The plan, if everything goes forward, is to put in a 48-pad RV park where the driving range is and along the first fairway at the course.
Port district officials, who are now running the golf course, went before the planning commission Nov. 6, and to the city council last Tuesday night.
In both instances, the port district was encouraged to move forward with its plan. All of the steps will have to be formally approved as they are developed, officials told the port representatives.
Port District 7 Chairman Orville Scharbach and Commissioner Jerry Birdwell appeared before the council Tuesday asking for its support so the port could move forward with its effort to secure funding for the project.
Scharbach told the council that the port district plans to appear before the Grant County Strategic Infrastructure Program Advisory Committee to ask for some $317,000. Scharbach said that if the port district was successful in this effort, part of the funds might come as a grant and the rest as a loan. Any action would have to be approved by the Grant County Commissioners.
Scharbach produced a drawing showing room for 48 RV pads in the 6.8-acre layout. He said that maybe only 30 would be developed.
It is the port district’s hope that the project could be completed in time for summer use in 2013.
Scharbach spoke of similar RV parks at golf courses in Quincy and Warden. Both were producing much needed revenue through golf play.
The port district took over the Banks Lake Golf Course operation last March when the former operator walked away from the course. The district sank an estimated $120,000 in the course for improvements and operation from March through October.
A feasibility study on how the RV park would benefit the golf course is due this Friday and will be part of the package the district presents to the county on Dec. 3.
The port also produced a number of letters from campground operators stating they were not opposed to the RV plan at the golf course.
The district has been looking for ways to stimulate play and increase revenues at the course since it doesn’t have money to bankroll its operation in 2013.
While there were successes in the district’s operation of the golf course this past season, it wasn’t enough to sustain its operation.
The successes were largely in the improvement in the number of memberships, and of the course’s greens which had been damaged the winter before.
The port district has already appeared once before the SIP committee, and leaders came away encouraged that the project was possible.
The RV park will provide two important revenue sources for the course.

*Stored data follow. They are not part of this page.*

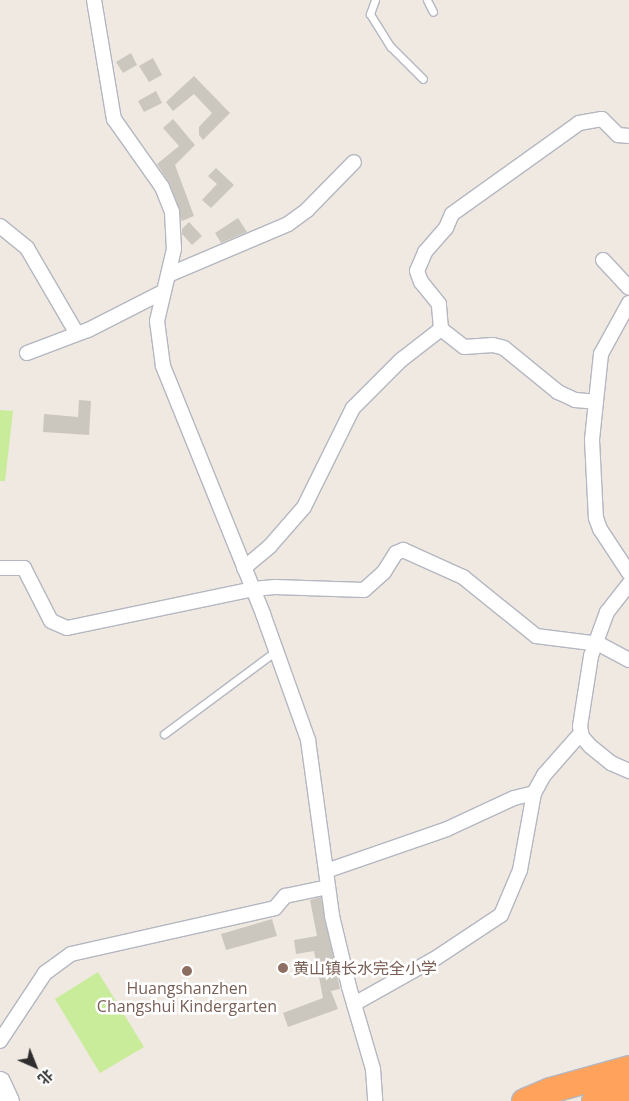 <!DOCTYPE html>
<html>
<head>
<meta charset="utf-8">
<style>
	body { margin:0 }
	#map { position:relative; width:629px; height:1101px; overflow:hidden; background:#efe9e1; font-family:"Open Sans","Noto Sans SC",sans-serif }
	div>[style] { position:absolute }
	.pitch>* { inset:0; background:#c9ec9a }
	.building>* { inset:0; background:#cbc7bf }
	.roads { filter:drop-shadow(1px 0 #b4b7c1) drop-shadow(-1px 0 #b4b7c1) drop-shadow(0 1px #b4b7c1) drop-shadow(0 -1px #b4b7c1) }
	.lane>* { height:7px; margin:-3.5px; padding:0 3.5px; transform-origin:3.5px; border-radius:3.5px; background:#fff }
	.street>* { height:14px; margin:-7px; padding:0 7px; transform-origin:7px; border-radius:7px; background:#fff }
	.secondary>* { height:20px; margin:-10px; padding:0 10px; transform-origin:10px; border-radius:10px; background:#fff }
	.highway>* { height:25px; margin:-12.5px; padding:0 12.5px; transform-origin:12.5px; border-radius:12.5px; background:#ffa35c }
	.dots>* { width:14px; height:14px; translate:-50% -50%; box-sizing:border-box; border:2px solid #fff; border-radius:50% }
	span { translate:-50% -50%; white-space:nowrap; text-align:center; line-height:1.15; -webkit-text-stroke:5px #fff; paint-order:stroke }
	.education-label { font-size:16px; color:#785e54 }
	.left { translate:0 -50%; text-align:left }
	.north { position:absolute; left:10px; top:1041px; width:50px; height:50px; -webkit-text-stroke:4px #fff; paint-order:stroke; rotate:136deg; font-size:14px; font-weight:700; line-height:20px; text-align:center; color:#2e2e2e }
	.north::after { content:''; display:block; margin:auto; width:18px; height:22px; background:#2e2e2e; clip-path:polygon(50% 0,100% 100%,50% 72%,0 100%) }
</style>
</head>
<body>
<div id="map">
	<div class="pitch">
		<i style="clip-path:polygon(0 410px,13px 411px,5px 481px,0 481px)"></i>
		<i style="clip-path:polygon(98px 972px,144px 1047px,100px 1073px,55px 999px)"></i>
	</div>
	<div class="building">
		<i style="clip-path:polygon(131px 53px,137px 65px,123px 73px,116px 62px)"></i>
		<i style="clip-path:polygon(153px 58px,162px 75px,149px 82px,139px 66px)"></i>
		<i style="clip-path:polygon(194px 76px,230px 113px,203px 140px,199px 135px,199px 127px,212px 113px,194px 94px,173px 111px,166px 102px)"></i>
		<i style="clip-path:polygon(156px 91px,162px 103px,144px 112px,138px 101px)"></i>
		<i style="clip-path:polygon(173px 119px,195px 145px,175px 165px,194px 216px,182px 221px,170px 184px,157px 164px,179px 146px,163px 128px)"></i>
		<i style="clip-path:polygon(216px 168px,234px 185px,211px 208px,202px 200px,217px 184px,208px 176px)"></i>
		<i style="clip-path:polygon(238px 218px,247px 232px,221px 243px,215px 233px)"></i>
		<i style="clip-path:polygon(189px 222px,202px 236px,192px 245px,182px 234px,182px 229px)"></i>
		<i style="clip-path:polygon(79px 400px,91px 401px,89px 435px,43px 432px,44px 414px,78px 417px)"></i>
		<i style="clip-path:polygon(321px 897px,340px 989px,331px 991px,338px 1009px,288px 1027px,283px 1013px,323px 998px,314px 951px,296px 954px,294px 940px,317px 936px,310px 900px)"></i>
		<i style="clip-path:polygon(272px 919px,277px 936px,226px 950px,221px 934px)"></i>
	</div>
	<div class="roads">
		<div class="lane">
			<i style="left:375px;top:0;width:15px;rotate:110deg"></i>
			<i style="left:370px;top:14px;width:39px;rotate:58deg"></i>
			<i style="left:391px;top:47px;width:45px;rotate:45deg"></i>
			<i style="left:427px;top:0;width:13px;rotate:63deg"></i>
			<i style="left:164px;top:734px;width:141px;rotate:-36.6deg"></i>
		</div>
		<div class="street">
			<i style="left:94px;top:0;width:121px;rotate:80.5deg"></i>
			<i style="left:114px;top:119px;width:83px;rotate:54.8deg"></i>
			<i style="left:162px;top:187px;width:27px;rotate:68deg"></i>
			<i style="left:172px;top:212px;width:37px;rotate:87deg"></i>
			<i style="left:174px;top:249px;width:74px;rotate:103.3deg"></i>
			<i style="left:157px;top:321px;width:45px;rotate:82.4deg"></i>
			<i style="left:163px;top:366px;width:267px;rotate:68deg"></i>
			<i style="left:263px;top:614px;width:134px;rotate:70.3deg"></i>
			<i style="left:308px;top:740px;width:178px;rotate:82.2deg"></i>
			<i style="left:332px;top:916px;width:73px;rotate:76.5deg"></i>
			<i style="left:349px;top:987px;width:85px;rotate:73.7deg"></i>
			<i style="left:373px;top:1069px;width:32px;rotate:86deg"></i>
			<i style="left:0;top:226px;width:35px;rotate:39deg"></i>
			<i style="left:27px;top:248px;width:99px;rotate:59.8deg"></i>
			<i style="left:603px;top:260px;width:38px;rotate:47deg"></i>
			<i style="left:168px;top:275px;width:130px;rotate:-23deg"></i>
			<i style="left:288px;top:224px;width:24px;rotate:-36deg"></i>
			<i style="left:307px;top:210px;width:67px;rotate:-45.6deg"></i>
			<i style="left:629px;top:303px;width:58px;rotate:118.8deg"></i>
			<i style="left:601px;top:354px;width:86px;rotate:96deg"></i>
			<i style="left:592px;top:440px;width:78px;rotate:87.1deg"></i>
			<i style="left:596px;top:518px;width:12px;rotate:70deg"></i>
			<i style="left:600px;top:529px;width:53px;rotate:56.6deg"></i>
			<i style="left:441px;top:329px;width:29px;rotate:38deg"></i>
			<i style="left:464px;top:347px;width:29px;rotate:-4deg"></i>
			<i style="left:493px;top:345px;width:11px;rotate:15deg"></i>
			<i style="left:504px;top:348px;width:70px;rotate:39.2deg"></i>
			<i style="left:558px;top:392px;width:19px;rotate:25deg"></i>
			<i style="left:575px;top:400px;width:21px;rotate:5deg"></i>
			<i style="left:27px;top:353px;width:65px;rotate:-20.7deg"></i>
			<i style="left:88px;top:330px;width:84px;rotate:-26.9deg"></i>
			<i style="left:0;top:568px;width:24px"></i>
			<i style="left:24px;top:568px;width:59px;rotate:63deg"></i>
			<i style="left:51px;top:621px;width:17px;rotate:24deg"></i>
			<i style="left:67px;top:628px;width:190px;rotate:-11.8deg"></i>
			<i style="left:253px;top:589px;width:22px;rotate:-5deg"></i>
			<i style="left:275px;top:587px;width:89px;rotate:1.9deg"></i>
			<i style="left:364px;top:590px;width:27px;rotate:-42deg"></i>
			<i style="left:384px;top:572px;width:22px;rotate:-58deg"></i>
			<i style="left:396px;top:553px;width:8px;rotate:-23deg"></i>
			<i style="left:403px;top:550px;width:66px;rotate:24.2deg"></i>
			<i style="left:463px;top:577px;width:94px;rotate:38.9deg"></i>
			<i style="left:536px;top:636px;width:64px;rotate:7.2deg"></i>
			<i style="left:599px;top:644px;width:34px;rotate:28deg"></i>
			<i style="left:244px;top:568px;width:34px;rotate:-40deg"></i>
			<i style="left:270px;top:546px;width:52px;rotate:-48.9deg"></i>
			<i style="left:304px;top:507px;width:110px;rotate:-63.7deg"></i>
			<i style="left:353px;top:408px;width:68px;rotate:-45deg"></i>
			<i style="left:401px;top:360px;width:51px;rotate:-37.8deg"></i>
			<i style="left:441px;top:329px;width:25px;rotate:-95deg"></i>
			<i style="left:439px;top:304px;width:28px;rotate:-129deg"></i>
			<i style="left:421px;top:282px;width:12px;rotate:-110deg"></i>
			<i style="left:417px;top:271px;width:21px;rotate:-67deg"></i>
			<i style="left:425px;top:252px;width:32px;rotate:-49deg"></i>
			<i style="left:446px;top:228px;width:15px;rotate:-67deg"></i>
			<i style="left:452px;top:214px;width:156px;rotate:-35.6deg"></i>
			<i style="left:579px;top:123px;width:23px;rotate:-10deg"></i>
			<i style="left:602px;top:119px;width:23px;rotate:45deg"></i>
			<i style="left:618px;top:135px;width:11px;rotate:5deg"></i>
			<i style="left:629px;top:584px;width:36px;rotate:128deg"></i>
			<i style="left:607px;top:612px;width:47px;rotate:110deg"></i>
			<i style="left:591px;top:656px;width:71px;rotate:98.9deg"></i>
			<i style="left:580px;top:726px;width:11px;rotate:80deg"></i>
			<i style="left:582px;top:737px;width:12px;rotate:48deg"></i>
			<i style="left:590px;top:746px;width:27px;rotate:39deg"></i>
			<i style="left:611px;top:763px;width:20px;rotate:24deg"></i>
			<i style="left:326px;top:871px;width:128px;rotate:-19.1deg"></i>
			<i style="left:447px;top:829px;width:74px;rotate:-24.8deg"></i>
			<i style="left:514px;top:798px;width:21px;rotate:-14deg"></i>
			<i style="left:354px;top:1004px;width:94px;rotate:-29.3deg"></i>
			<i style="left:436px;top:958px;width:78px;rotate:-33.5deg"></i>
			<i style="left:501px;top:915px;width:49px;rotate:-67.1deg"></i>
			<i style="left:520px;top:870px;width:78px;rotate:-79.7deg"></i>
			<i style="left:534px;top:793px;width:21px;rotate:-61deg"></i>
			<i style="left:544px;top:775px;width:56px;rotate:-48.6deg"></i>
			<i style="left:0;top:1041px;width:82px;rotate:-56.5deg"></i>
			<i style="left:45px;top:973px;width:32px;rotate:-36deg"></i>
			<i style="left:71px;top:954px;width:209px;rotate:-12.7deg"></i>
			<i style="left:275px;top:908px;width:16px;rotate:-50deg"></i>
			<i style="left:285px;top:896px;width:44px;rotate:-11.8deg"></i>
		</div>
		<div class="secondary">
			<i style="left:0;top:1082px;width:21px;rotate:65deg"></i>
		</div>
		<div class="highway">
			<i style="left:524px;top:1101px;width:28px;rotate:-23deg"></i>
			<i style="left:550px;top:1090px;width:82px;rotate:-15.6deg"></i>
			<i style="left:594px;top:1101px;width:36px;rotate:-14deg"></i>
		</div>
	</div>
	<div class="dots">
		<i style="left:283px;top:968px;background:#8d6e63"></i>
		<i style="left:187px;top:971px;background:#8d6e63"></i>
	</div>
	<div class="education-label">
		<span class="left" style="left:293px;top:968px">黄山镇长水完全小学</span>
		<span style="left:187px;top:997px">Huangshanzhen<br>Changshui Kindergarten</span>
	</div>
	<div class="north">北</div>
</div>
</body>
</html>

One in the fees it generates from people parking their RVs there, and two in the number of people who play the course. Membership alone, and play by a diminishing number of visitors, has not been enough to sustain the course.

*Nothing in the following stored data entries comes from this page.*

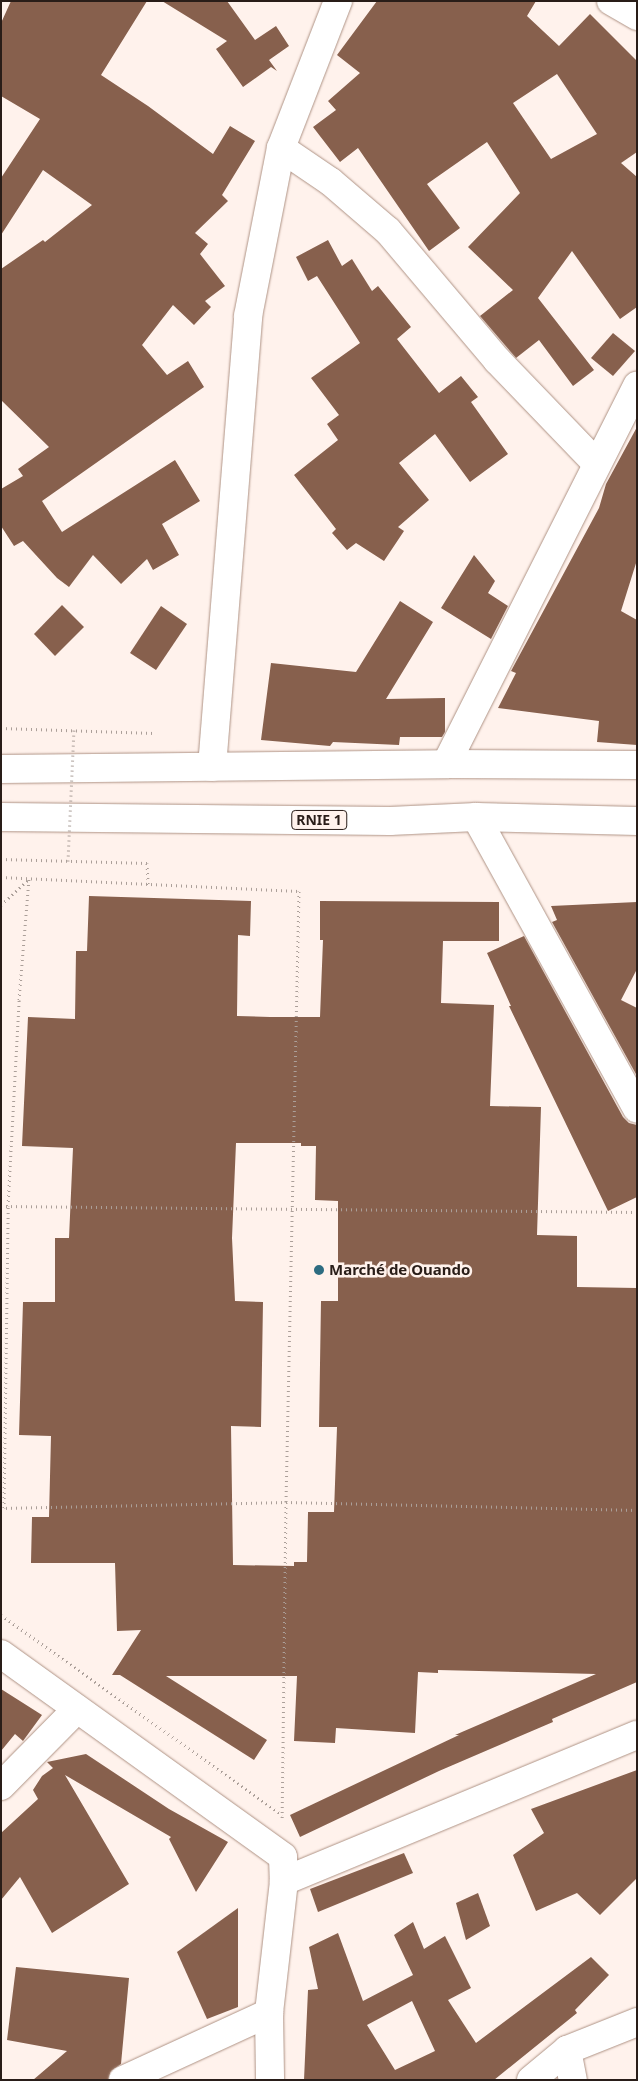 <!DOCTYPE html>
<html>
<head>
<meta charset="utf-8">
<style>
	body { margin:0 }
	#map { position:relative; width:638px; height:2081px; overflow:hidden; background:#fff2ec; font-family:"Noto Sans",sans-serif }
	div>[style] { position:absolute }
	.building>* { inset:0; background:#87604d }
	.path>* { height:3px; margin-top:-1.5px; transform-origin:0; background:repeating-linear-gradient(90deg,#ab9f99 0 1px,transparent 0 5px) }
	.roads { filter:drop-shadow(0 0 1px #af9385) drop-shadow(0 0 1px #af9385) }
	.minor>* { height:28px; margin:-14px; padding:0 14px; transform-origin:14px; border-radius:14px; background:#fff }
	.trunk>* { height:28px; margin:-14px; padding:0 14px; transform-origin:14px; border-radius:14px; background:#fff }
	.path-bridge>* { height:3px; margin-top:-1.5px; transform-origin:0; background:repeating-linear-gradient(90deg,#ab9f99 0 1px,transparent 0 5px) }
	.dots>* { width:14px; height:14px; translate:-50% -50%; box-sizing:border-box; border:2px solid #fff2ec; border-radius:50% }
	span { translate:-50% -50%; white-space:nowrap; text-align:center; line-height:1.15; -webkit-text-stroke:5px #fff2ec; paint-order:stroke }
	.shield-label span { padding:1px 4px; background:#fff2ec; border:1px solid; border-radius:4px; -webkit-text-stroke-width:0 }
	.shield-label { font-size:14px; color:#291d18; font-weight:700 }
	.poi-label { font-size:15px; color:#291d18; font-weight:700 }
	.left { translate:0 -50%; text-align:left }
	.frame { position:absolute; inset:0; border:2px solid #291d18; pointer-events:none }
</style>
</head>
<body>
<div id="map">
	<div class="building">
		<i style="clip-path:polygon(11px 1px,147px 1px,101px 75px,148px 106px,213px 154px,230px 126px,255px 141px,222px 195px,228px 201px,195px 233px,208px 244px,200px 254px,225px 286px,205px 301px,211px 307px,194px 325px,173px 305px,142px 345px,167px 375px,188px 361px,204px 387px,42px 501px,62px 532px,175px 460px,200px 501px,162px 524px,179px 555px,153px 570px,147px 559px,121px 584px,93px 555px,69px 587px,57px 578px,23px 541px,14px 546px,1px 526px,1px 489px,23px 476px,18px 469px,49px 447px,1px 400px,1px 269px,43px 240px,45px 242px,92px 205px,43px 170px,1px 235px,1px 178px,40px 119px,1px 96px,1px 23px)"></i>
		<i style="clip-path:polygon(162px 1px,227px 1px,255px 40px,276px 26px,289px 46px,269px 60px,277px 71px,271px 67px,243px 87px,216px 49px,227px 41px)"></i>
		<i style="clip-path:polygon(evenodd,377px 1px,536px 1px,527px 16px,559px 46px,590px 14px,637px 61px,637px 152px,621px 163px,637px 177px,637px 307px,620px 319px,572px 251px,538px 298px,594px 370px,573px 386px,539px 340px,516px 358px,480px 316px,513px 290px,468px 247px,520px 193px,487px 142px,427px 184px,460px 228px,429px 251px,358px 148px,340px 162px,313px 127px,336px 110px,328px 101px,360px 73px,337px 55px,377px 1px,557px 74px,597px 134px,551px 159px,513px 103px,557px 74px)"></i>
		<i style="clip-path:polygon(328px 240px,342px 266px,352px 259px,372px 291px,378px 286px,411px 327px,397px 339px,439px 393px,461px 376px,478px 397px,471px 402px,508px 454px,470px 482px,435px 434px,399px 463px,429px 500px,398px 527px,404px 531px,384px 561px,356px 543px,347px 550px,332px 533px,336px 529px,294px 475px,338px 440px,327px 424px,339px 415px,311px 378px,360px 343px,317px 276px,308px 281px,296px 257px)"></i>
		<i style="clip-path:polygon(613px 333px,635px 351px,613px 376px,591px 358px)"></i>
		<i style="clip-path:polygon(637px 427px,637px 560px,621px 611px,637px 620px,637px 745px,597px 742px,599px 721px,498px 708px,516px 673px,511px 671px,599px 508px,606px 484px)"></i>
		<i style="clip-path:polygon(474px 555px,495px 581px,488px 593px,508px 606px,491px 639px,441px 608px)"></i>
		<i style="clip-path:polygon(400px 601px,433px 622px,386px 699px,445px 698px,445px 732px,442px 737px,400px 737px,399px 745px,333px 742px,330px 746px,261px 740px,271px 663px,356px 672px)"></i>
		<i style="clip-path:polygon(62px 605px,84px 627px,55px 656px,34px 634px)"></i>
		<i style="clip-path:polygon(161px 606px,187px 624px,156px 670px,130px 653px)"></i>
		<i style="clip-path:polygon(evenodd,89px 896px,251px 901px,250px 936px,238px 935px,237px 1016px,270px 1017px,320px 1017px,323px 940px,320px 940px,320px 901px,499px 902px,499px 941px,443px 941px,441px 1003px,494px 1005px,490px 1106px,541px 1107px,537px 1235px,577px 1236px,577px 1287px,637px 1288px,637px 1682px,552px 1719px,553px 1722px,439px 1771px,300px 1837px,290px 1815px,459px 1735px,455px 1735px,596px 1674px,438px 1670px,438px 1673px,418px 1672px,415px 1733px,336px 1728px,335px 1743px,294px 1741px,297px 1676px,166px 1676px,267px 1740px,254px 1760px,120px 1675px,112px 1675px,141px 1630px,117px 1631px,115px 1563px,31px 1563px,32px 1517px,49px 1517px,51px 1436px,19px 1435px,23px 1302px,55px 1302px,55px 1238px,69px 1238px,73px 1148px,22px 1146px,28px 1017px,75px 1019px,76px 951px,87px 951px,89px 896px,236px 1143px,301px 1143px,301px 1146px,316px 1146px,315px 1200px,338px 1201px,338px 1301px,321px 1301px,319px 1427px,337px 1427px,334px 1512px,308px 1512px,307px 1562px,294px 1562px,294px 1566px,233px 1565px,231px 1426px,261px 1427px,263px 1302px,235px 1301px,232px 1238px,236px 1143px)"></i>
		<i style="clip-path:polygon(637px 902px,637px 969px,621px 1000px,637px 1008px,637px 1076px,552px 922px,557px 920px,551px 906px)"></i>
		<i style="clip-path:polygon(524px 936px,623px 1117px,629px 1123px,637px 1125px,637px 1197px,608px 1211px,509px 1006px,511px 1006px,487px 953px)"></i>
		<i style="clip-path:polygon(1px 1689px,42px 1715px,23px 1741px,15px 1734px,1px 1751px)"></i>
		<i style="clip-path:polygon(86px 1754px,169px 1809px,228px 1842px,196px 1892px,169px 1839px,171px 1837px,65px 1775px,129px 1884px,52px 1933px,20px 1877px,1px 1900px,1px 1833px,38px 1799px,33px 1790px,42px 1776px,53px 1768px,47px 1762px)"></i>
		<i style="clip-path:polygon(637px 1770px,637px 1878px,600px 1915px,577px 1893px,536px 1911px,513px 1855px,544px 1833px,531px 1809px)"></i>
		<i style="clip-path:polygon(404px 1853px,413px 1873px,318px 1912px,310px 1889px)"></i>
		<i style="clip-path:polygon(478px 1893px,490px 1926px,466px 1940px,456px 1903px)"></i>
		<i style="clip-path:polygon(238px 1908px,238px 2007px,207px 2019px,177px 1952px)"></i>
		<i style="clip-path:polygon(evenodd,413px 1922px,424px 1949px,445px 1936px,471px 1988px,448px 2000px,476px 2043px,591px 1957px,609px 1975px,575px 2010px,577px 2013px,494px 2080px,304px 2080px,308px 1990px,318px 1989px,309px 1947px,338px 1933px,363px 2001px,413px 1975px,394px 1935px,413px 1922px,412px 2001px,435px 2051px,395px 2070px,367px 2025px,412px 2001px)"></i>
		<i style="clip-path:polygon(16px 1967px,129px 1978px,121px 2064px,111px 2071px,108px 2080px,33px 2080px,67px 2051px,7px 2040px)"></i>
	</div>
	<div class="path">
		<i style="left:1px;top:728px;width:153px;rotate:1.9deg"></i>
		<i style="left:1px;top:859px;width:146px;rotate:1.6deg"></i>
		<i style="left:147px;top:863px;width:22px;rotate:87deg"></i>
		<i style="left:1px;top:877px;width:298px;rotate:2.7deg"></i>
		<i style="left:299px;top:891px;width:611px;rotate:91.22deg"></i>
		<i style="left:286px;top:1502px;width:319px;rotate:90.7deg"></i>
		<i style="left:1px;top:905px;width:37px;rotate:-43deg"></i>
		<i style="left:1px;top:1206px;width:636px;rotate:0.54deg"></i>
		<i style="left:1px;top:1508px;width:285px;rotate:-1.2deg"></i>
		<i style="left:286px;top:1502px;width:351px;rotate:1.3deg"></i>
		<i style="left:4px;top:1508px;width:302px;rotate:-89.2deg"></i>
		<i style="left:8px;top:1206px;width:206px;rotate:-86.9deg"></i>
		<i style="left:19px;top:1000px;width:121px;rotate:-85.3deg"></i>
		<i style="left:1px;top:1615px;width:345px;rotate:35.4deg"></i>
	</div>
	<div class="roads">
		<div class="minor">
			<i style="left:611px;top:1px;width:30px;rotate:30deg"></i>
			<i style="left:281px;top:148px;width:60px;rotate:34.2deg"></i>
			<i style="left:331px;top:182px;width:75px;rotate:40.7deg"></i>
			<i style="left:388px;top:231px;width:169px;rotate:49.8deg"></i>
			<i style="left:497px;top:360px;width:144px;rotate:46.1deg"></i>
			<i style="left:446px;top:764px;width:424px;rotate:-63.2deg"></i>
			<i style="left:212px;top:767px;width:452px;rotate:-85.4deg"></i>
			<i style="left:248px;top:316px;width:171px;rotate:-78.9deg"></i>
			<i style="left:281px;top:148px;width:158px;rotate:-68.8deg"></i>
			<i style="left:476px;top:817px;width:333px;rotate:61.1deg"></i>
			<i style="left:1px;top:1654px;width:347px;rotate:35.7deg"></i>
			<i style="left:283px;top:1857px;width:24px;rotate:88deg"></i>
			<i style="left:284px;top:1881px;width:133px;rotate:96.5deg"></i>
			<i style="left:269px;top:2013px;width:67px;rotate:89.1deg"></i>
			<i style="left:1px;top:1786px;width:108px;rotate:-45.4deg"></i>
			<i style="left:284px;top:1881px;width:382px;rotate:-22.5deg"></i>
			<i style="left:567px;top:2050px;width:31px;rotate:79deg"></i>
			<i style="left:123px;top:2080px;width:161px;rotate:-24.7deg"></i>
			<i style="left:531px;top:2080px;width:47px;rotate:-39.8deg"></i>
			<i style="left:567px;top:2050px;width:75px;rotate:-21.8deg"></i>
		</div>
		<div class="trunk">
			<i style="left:1px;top:769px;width:445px;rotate:-0.6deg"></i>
			<i style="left:446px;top:764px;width:191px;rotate:0.3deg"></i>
			<i style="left:1px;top:817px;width:389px;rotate:0.6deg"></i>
			<i style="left:390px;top:821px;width:86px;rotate:-2.7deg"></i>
			<i style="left:476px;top:817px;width:161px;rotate:1.4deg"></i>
		</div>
	</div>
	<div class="path-bridge">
		<i style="left:68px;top:861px;width:131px;rotate:-87.4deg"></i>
	</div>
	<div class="dots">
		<i style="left:319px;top:1270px;background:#2d6c81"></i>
	</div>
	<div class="shield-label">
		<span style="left:319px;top:820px">RNIE 1</span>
	</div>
	<div class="poi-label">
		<span class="left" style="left:329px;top:1270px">Marché de Ouando</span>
	</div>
	<div class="frame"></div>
</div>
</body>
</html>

In the cases of the RV parks in Quincy and Warden, some park their trailers there for the entire summer so they can return on weekends to play golf, Scharbach pointed out.
The 6.8-acre space will be designated “tourist commercial,” similar to Coulee Playland, a spokesperson stated.
The park would take up the driving range and the newer number-one fairway. Golfers would then use the old number-one fairway.
The port district would have to provide the full engineering plan and move forward with the project quickly if the financing effort is fruitful in order to be up and running this next summer.